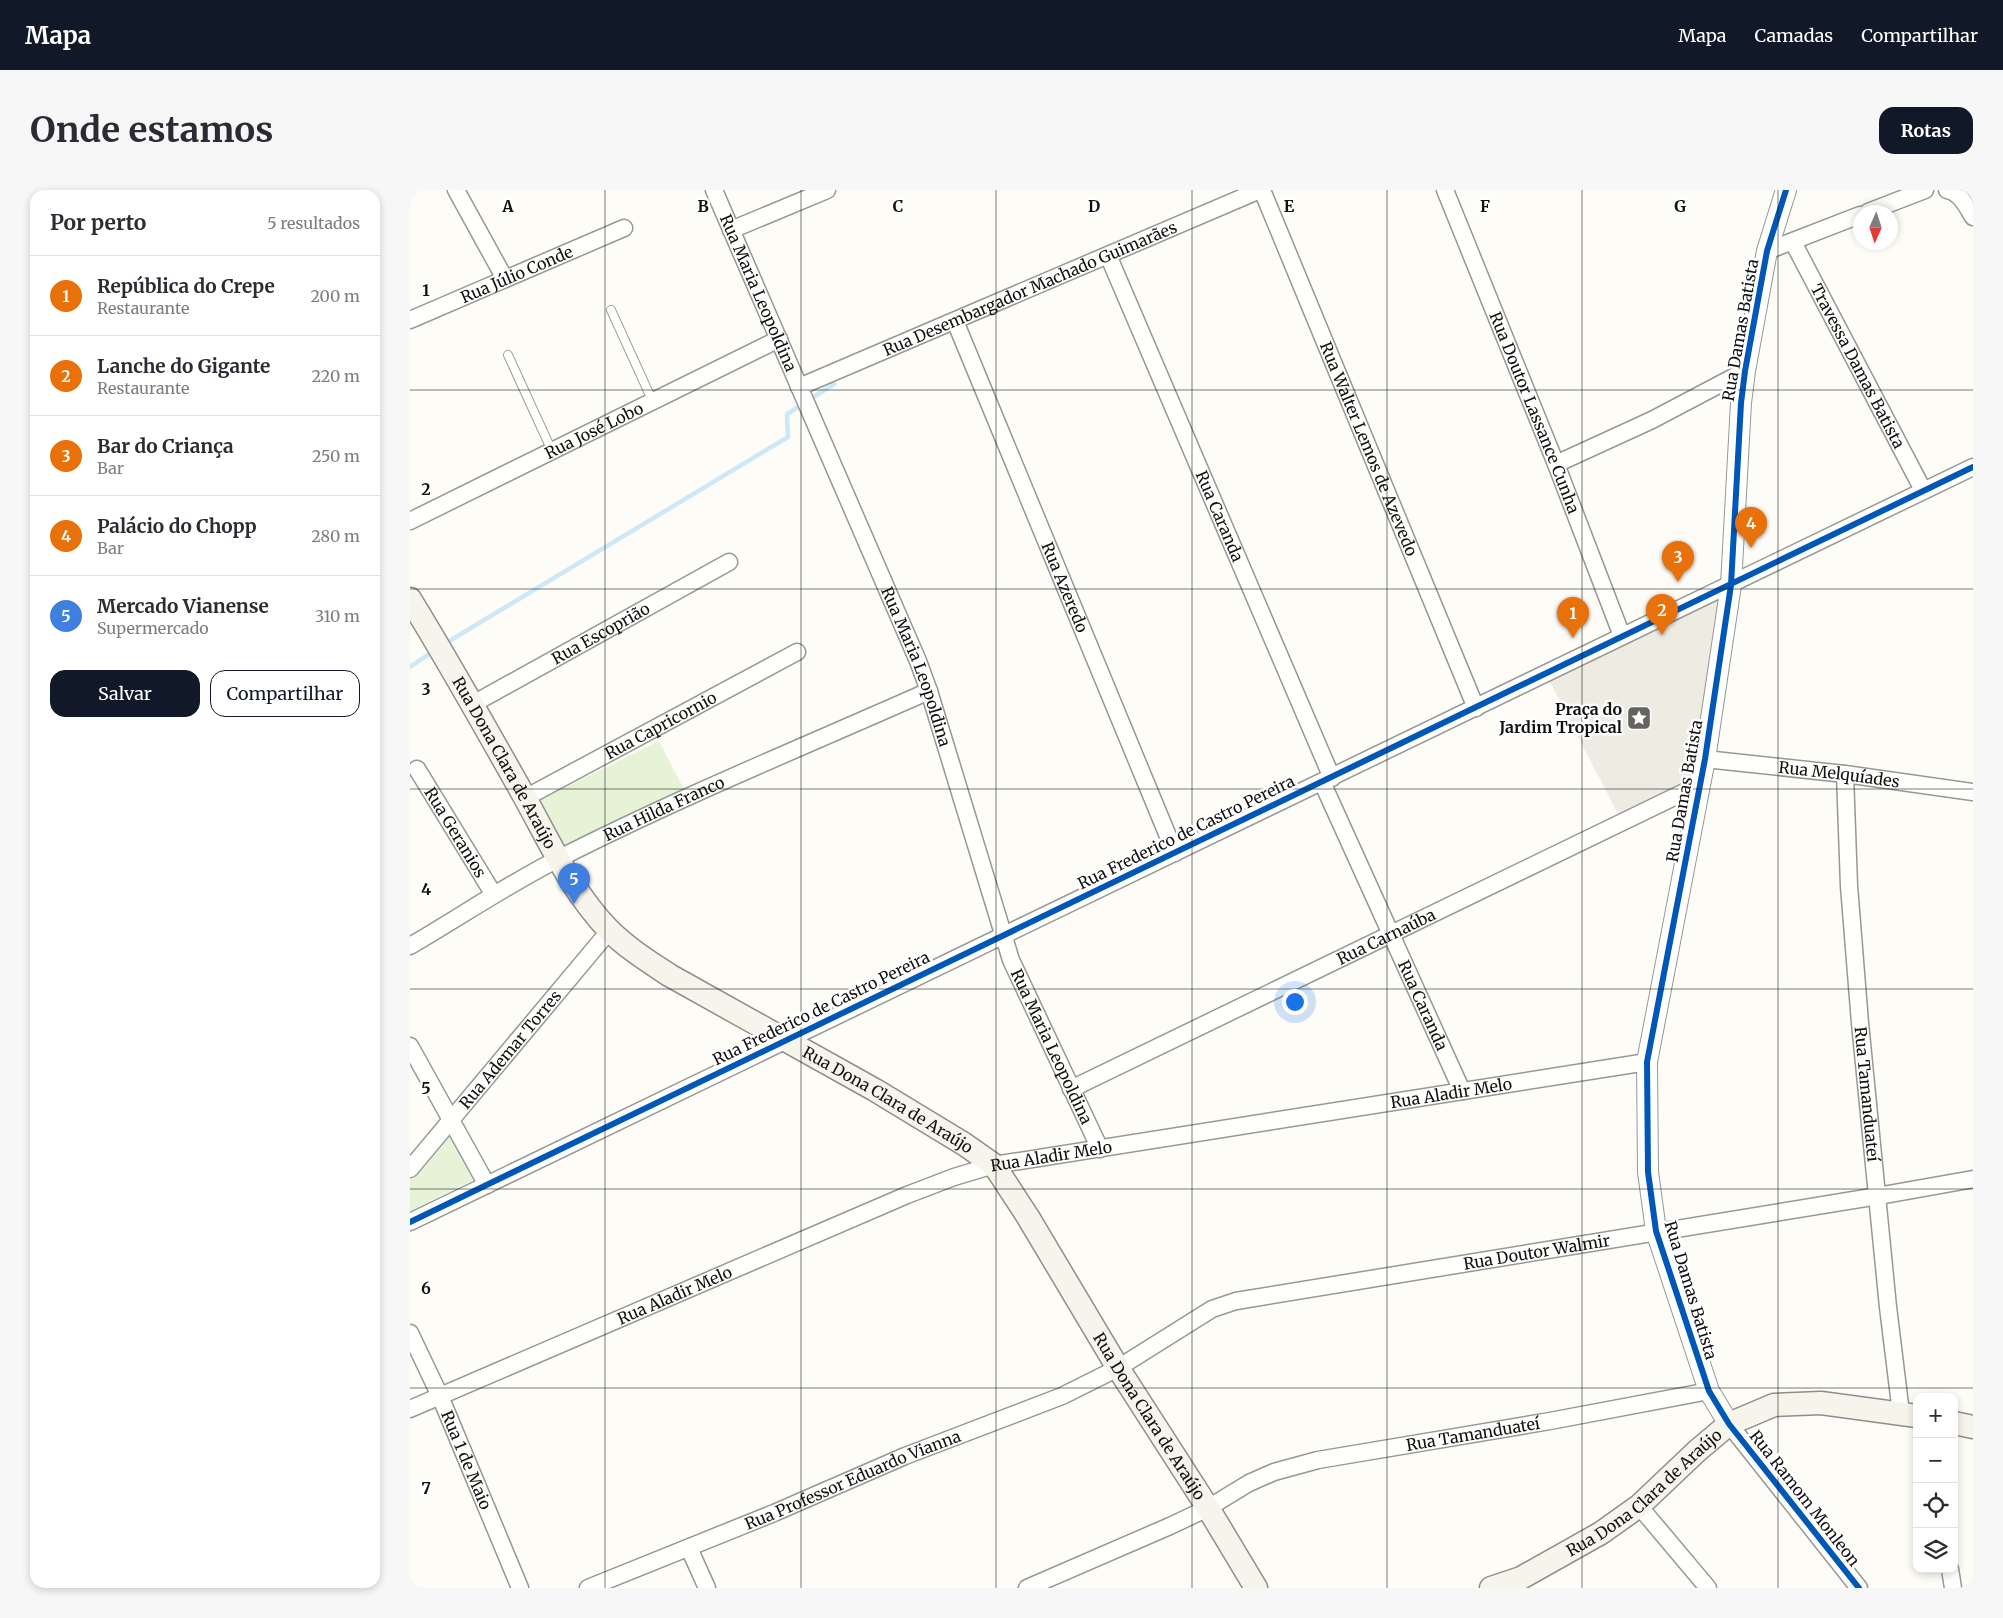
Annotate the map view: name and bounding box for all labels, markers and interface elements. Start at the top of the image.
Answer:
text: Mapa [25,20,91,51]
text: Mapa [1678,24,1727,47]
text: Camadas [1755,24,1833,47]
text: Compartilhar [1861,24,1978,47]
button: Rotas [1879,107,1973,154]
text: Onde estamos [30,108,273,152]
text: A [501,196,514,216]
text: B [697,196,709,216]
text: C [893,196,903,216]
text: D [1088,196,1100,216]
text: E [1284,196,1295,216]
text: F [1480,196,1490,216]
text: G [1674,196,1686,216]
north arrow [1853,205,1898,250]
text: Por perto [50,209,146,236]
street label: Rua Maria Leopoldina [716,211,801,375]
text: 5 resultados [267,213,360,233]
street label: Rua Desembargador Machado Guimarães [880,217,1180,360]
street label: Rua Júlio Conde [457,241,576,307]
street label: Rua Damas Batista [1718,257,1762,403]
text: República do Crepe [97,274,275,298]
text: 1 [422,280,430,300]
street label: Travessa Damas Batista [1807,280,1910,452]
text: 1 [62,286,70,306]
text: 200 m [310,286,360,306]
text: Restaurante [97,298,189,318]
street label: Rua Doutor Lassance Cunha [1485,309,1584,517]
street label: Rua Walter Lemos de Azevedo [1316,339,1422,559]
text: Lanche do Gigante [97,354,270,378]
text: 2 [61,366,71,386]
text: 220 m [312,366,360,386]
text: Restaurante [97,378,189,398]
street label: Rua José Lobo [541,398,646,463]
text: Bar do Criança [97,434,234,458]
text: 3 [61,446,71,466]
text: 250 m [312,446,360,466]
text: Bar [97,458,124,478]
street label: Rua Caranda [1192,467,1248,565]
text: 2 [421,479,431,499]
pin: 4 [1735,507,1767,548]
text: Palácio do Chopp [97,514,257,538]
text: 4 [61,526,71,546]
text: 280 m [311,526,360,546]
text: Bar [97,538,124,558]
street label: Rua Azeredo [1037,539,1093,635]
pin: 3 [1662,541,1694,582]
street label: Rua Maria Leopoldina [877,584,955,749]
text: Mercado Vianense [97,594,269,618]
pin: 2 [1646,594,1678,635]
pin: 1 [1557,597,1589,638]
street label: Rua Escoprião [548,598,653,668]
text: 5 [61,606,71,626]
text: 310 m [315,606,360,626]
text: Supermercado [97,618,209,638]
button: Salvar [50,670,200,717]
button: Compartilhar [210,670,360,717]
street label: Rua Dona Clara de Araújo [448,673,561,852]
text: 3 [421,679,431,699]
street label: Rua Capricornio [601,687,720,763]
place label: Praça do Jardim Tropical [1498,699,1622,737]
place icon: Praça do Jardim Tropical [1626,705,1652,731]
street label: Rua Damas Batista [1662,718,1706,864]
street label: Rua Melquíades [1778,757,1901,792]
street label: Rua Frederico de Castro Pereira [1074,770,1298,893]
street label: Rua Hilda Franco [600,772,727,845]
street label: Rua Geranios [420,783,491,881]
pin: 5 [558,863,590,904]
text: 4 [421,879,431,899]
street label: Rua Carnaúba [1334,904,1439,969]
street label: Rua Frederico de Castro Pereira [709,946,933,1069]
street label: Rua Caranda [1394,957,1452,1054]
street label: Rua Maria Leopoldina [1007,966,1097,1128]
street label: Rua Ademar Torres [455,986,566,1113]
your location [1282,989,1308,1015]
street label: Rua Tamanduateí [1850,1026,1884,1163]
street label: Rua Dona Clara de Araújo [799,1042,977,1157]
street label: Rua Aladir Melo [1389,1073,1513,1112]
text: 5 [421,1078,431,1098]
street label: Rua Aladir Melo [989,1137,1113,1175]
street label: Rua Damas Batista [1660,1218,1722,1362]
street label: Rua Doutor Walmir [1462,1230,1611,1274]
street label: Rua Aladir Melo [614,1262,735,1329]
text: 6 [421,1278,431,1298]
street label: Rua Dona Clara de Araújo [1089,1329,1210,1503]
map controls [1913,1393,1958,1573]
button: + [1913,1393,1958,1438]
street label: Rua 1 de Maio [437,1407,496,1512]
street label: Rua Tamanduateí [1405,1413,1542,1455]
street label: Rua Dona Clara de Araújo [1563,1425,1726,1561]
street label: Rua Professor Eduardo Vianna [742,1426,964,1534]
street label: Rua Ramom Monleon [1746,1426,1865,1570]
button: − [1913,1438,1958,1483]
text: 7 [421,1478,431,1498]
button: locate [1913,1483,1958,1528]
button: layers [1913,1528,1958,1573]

* * * * *

# ACTIVITY:
Your answer must be an exact copy of the listing, with every picture omitted.

# ANSWER BOX:
Annotate the map view: name and bounding box for all labels, markers and interface elements. Start at the top of the image.
Answer:
text: Mapa [25,20,91,51]
text: Mapa [1678,24,1727,47]
text: Camadas [1755,24,1833,47]
text: Compartilhar [1861,24,1978,47]
button: Rotas [1879,107,1973,154]
text: Onde estamos [30,108,273,152]
text: A [501,196,514,216]
text: B [697,196,709,216]
text: C [893,196,903,216]
text: D [1088,196,1100,216]
text: E [1284,196,1295,216]
text: F [1480,196,1490,216]
text: G [1674,196,1686,216]
north arrow [1853,205,1898,250]
text: Por perto [50,209,146,236]
street label: Rua Maria Leopoldina [716,211,801,375]
text: 5 resultados [267,213,360,233]
street label: Rua Desembargador Machado Guimarães [880,217,1180,360]
street label: Rua Júlio Conde [457,241,576,307]
street label: Rua Damas Batista [1718,257,1762,403]
text: República do Crepe [97,274,275,298]
text: 1 [422,280,430,300]
street label: Travessa Damas Batista [1807,280,1910,452]
text: 1 [62,286,70,306]
text: 200 m [310,286,360,306]
text: Restaurante [97,298,189,318]
street label: Rua Doutor Lassance Cunha [1485,309,1584,517]
street label: Rua Walter Lemos de Azevedo [1316,339,1422,559]
text: Lanche do Gigante [97,354,270,378]
text: 2 [61,366,71,386]
text: 220 m [312,366,360,386]
text: Restaurante [97,378,189,398]
street label: Rua José Lobo [541,398,646,463]
text: Bar do Criança [97,434,234,458]
text: 3 [61,446,71,466]
text: 250 m [312,446,360,466]
text: Bar [97,458,124,478]
street label: Rua Caranda [1192,467,1248,565]
text: 2 [421,479,431,499]
pin: 4 [1735,507,1767,548]
text: Palácio do Chopp [97,514,257,538]
text: 4 [61,526,71,546]
text: 280 m [311,526,360,546]
text: Bar [97,538,124,558]
street label: Rua Azeredo [1037,539,1093,635]
pin: 3 [1662,541,1694,582]
street label: Rua Maria Leopoldina [877,584,955,749]
text: Mercado Vianense [97,594,269,618]
pin: 2 [1646,594,1678,635]
pin: 1 [1557,597,1589,638]
street label: Rua Escoprião [548,598,653,668]
text: 5 [61,606,71,626]
text: 310 m [315,606,360,626]
text: Supermercado [97,618,209,638]
button: Salvar [50,670,200,717]
button: Compartilhar [210,670,360,717]
street label: Rua Dona Clara de Araújo [448,673,561,852]
text: 3 [421,679,431,699]
street label: Rua Capricornio [601,687,720,763]
place label: Praça do Jardim Tropical [1498,699,1622,737]
place icon: Praça do Jardim Tropical [1626,705,1652,731]
street label: Rua Damas Batista [1662,718,1706,864]
street label: Rua Melquíades [1778,757,1901,792]
street label: Rua Frederico de Castro Pereira [1074,770,1298,893]
street label: Rua Hilda Franco [600,772,727,845]
street label: Rua Geranios [420,783,491,881]
pin: 5 [558,863,590,904]
text: 4 [421,879,431,899]
street label: Rua Carnaúba [1334,904,1439,969]
street label: Rua Frederico de Castro Pereira [709,946,933,1069]
street label: Rua Caranda [1394,957,1452,1054]
street label: Rua Maria Leopoldina [1007,966,1097,1128]
street label: Rua Ademar Torres [455,986,566,1113]
your location [1282,989,1308,1015]
street label: Rua Tamanduateí [1850,1026,1884,1163]
street label: Rua Dona Clara de Araújo [799,1042,977,1157]
street label: Rua Aladir Melo [1389,1073,1513,1112]
text: 5 [421,1078,431,1098]
street label: Rua Aladir Melo [989,1137,1113,1175]
street label: Rua Damas Batista [1660,1218,1722,1362]
street label: Rua Doutor Walmir [1462,1230,1611,1274]
street label: Rua Aladir Melo [614,1262,735,1329]
text: 6 [421,1278,431,1298]
street label: Rua Dona Clara de Araújo [1089,1329,1210,1503]
map controls [1913,1393,1958,1573]
button: + [1913,1393,1958,1438]
street label: Rua 1 de Maio [437,1407,496,1512]
street label: Rua Tamanduateí [1405,1413,1542,1455]
street label: Rua Dona Clara de Araújo [1563,1425,1726,1561]
street label: Rua Professor Eduardo Vianna [742,1426,964,1534]
street label: Rua Ramom Monleon [1746,1426,1865,1570]
button: − [1913,1438,1958,1483]
text: 7 [421,1478,431,1498]
button: locate [1913,1483,1958,1528]
button: layers [1913,1528,1958,1573]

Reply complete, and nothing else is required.